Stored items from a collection
[Start of Attachment]

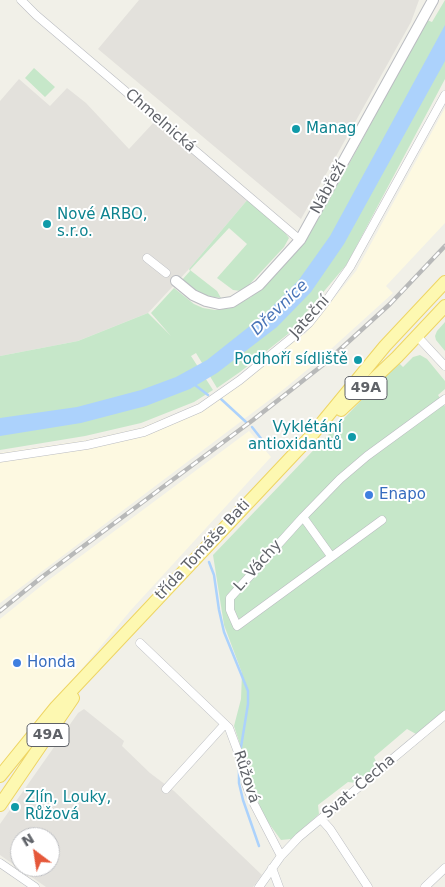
<!DOCTYPE html>
<html>
<head>
<meta charset="utf-8">
<style>
  body { margin:0 }
  #map { position:relative; width:445px; height:887px; overflow:hidden; background:#f1f0e8; font-family:"DejaVu Sans",sans-serif }
  canvas { display:block }
  .north { position:absolute; left:10px; top:827px; width:50px; height:50px; box-sizing:border-box; background:#fff; border:1px solid #bfc0c3; border-radius:50%; rotate:329deg; font-size:14px; font-weight:700; line-height:20px; text-align:center; color:#5f6268 }
  .north::after { content:''; display:block; margin:auto; width:18px; height:22px; background:#e5583a; clip-path:polygon(50% 0,100% 100%,50% 72%,0 100%) }
</style>
</head>
<body>
<div id="map">
<canvas width="445" height="887"></canvas>
<div class="north">N</div>
</div>
<script>
const ctx = document.querySelector('canvas').getContext('2d');
ctx.lineJoin = 'round';
function fillPath(path, color) { ctx.fillStyle = color; ctx.fill(path, 'evenodd'); }
const toPath = rows => new Path2D(rows.map(r => 'M' + r).join(''));
function trace(path, color, width, dash) { ctx.strokeStyle = color; ctx.lineWidth = width; ctx.lineCap = dash ? 'butt' : 'round'; ctx.setLineDash(dash || []); ctx.stroke(path); }
function drawText(font, color, halo, rows, align = 'center') {
  ctx.font = font + ' "DejaVu Sans",sans-serif'; ctx.lineWidth = 4; ctx.setLineDash([]); ctx.textBaseline = 'middle'; ctx.strokeStyle = halo; ctx.fillStyle = color; for (const [text, x, y, turn = 0] of rows) {
    ctx.save(); ctx.translate(x, y); ctx.rotate((+turn || 0) * Math.PI / 180); ctx.textAlign = isNaN(turn) ? turn : align; if (halo) ctx.strokeText(text, 0, 0); ctx.fillText(text, 0, 0); ctx.restore();
  }
}
fillPath(toPath([
  [445,108,445,223,386,286,393,293,320,359,284,389,0,603,0,453,87,440,140,428,188,409,250,374,298,336,305,334,356,271],
  [249,431,271,457,131,610,0,767,0,619,46,582]
]), '#fdf9e1');
fillPath(toPath([
  [139,0,419,0,411,22,301,219,98,49],
  [19,79,50,106,67,88,86,103,129,149,156,120,248,199,189,269,148,313,78,341,0,356,0,101],
  [84,709,124,741,122,746,150,773,174,791,262,875,253,887,46,887,0,855,0,824,78,713],
  [20,837,50,837,50,867,20,867]
]), '#e3e1dc');
fillPath(toPath([
  [445,0,445,79,347,264,288,334,240,372,217,388,196,353,191,356,213,390,194,402,141,423,85,436,0,450,0,356,78,341,148,313,171,336,151,313,174,288,194,304,203,308,215,310,231,308,251,297,259,290,304,237,342,177,427,20,432,22],
  [34,68,55,87,45,97,25,78],
  [248,199,283,230,289,238,284,247,247,287,241,291,233,290,217,278,247,244,229,228,190,270,217,291,221,298,207,296,195,291,182,280,190,271,189,269],
  [445,322,445,351,436,340,435,336,437,331],
  [420,355,427,359,445,381,445,389,438,395,445,406,445,710,416,734,407,729,374,757,378,766,356,783,348,782,318,805,319,814,291,839,281,840,262,814,254,787,249,766,244,757,234,726,241,699,242,673,224,625,213,555,398,362,403,367,413,357]
]), '#c6e7c9');
fillPath(toPath([
  [445,25,445,61,344,244,311,292,277,327,217,373,190,389,146,406,81,423,0,436,0,418,77,407,141,390,176,377,207,360,265,314,298,281,330,236]
]), '#acd2fc');
trace(toPath([
  [195,385,208,395],
  [221,399,246,422],
  [252,427,263,441],
  [209,562,214,575,219,610,224,632,248,691,248,704,241,747],
  [239,761,239,783,243,800,259,846]
]), '#acd2fc', 2.5);
const minor = toPath([
  [21,0,36,15,300,240],
  [147,258,166,273],
  [417,336,445,366],
  [0,458,87,445,144,432,200,408,240,380,294,336,309,323,324,304,350,267,445,95],
  [303,517,331,556],
  [382,520,237,626,230,610,230,598,303,517,340,479,367,456,445,399],
  [140,643,229,728,244,768,246,784,253,802,281,856],
  [166,789,225,724],
  [321,819,330,829,368,887],
  [0,863,35,887],
  [272,868,279,887],
  [259,887,281,856,299,837,445,715],
  [425,887,445,868]
]);
const tertiary = toPath([
  [176,281,193,295,206,301,219,304,232,302,259,285,300,240,433,0]
]);
const primary = toPath([
  [341,410,397,357,445,306],
  [0,776,56,707,311,436,385,346,445,282],
  [0,805,73,698]
]);
trace(minor, '#babcc1', 9);
trace(tertiary, '#babcc1', 12);
trace(primary, '#eed564', 14);
trace(minor, '#fff', 8);
trace(tertiary, '#fff', 10);
trace(primary, '#fdf8b1', 12);
const rail = toPath([
  [0,611,42,577,253,420,324,364,390,304,445,246]
]);
trace(rail, '#b8b9b9', 4.5);
trace(rail, '#fff', 2.5, [8]);
for (const [x, y, r, color] of [
  [296,129,5,"#0f9aa8"],
  [47,224,5,"#0f9aa8"],
  [358,360,5,"#0f9aa8"],
  [352,437,5,"#0f9aa8"],
  [369,495,5,"#3f7fe0"],
  [17,663,5,"#3f7fe0"],
  [15,807,5,"#0f9aa8"]
]) { const dot = new Path2D(); dot.arc(x, y, r, 0, 2 * Math.PI); ctx.fillStyle = color; ctx.fill(dot); trace(dot, '#fff', 2); }
for (const [x, y, w] of [
  [366,388,42],
  [48,735,42]
]) { const box = new Path2D(); box.roundRect(x - w / 2, y - 11.5, w, 23, 4); ctx.fillStyle = '#fff'; ctx.fill(box); trace(box, '#5f6268', 1); }
drawText('bold 14px', '#5f6268', null, [
  ["49A",366,388],
  ["49A",48,735]
]);
drawText('15px', '#5f6268', '#fff', [
  ["Chmelnická",160,121,41],
  ["Nábřeží",329,188,-61],
  ["Jateční",310,317,-48],
  ["třída Tomáše Bati",203,550,-47],
  ["L. Váchy",258,566,-48],
  ["Růžová",246,777,72],
  ["Svat. Čecha",359,787,-40]
]);
drawText('15px', '#0d838f', '#fff', [
  ["Manag",306,129],
  ["Nové ARBO,",57,215],
  ["s.r.o.",57,232],
  ["Podhoří sídliště",348,360,"right"],
  ["Vyklétání",342,428,"right"],
  ["antioxidantů",342,445,"right"],
  ["Zlín, Louky,",25,798],
  ["Růžová",25,815]
], 'left');
drawText('15px', '#366cbe', '#fff', [
  ["Enapo",379,495],
  ["Honda",27,663]
], 'left');
drawText('italic 16px', '#4a75b8', '#fff', [
  ["Dřevnice",280,308,-44]
]);
</script>
</body>
</html>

[End of Attachment]

## Assignment
Report how many lines of the entries hold the word "margin". Nothing else is needed.

## Problem solution
2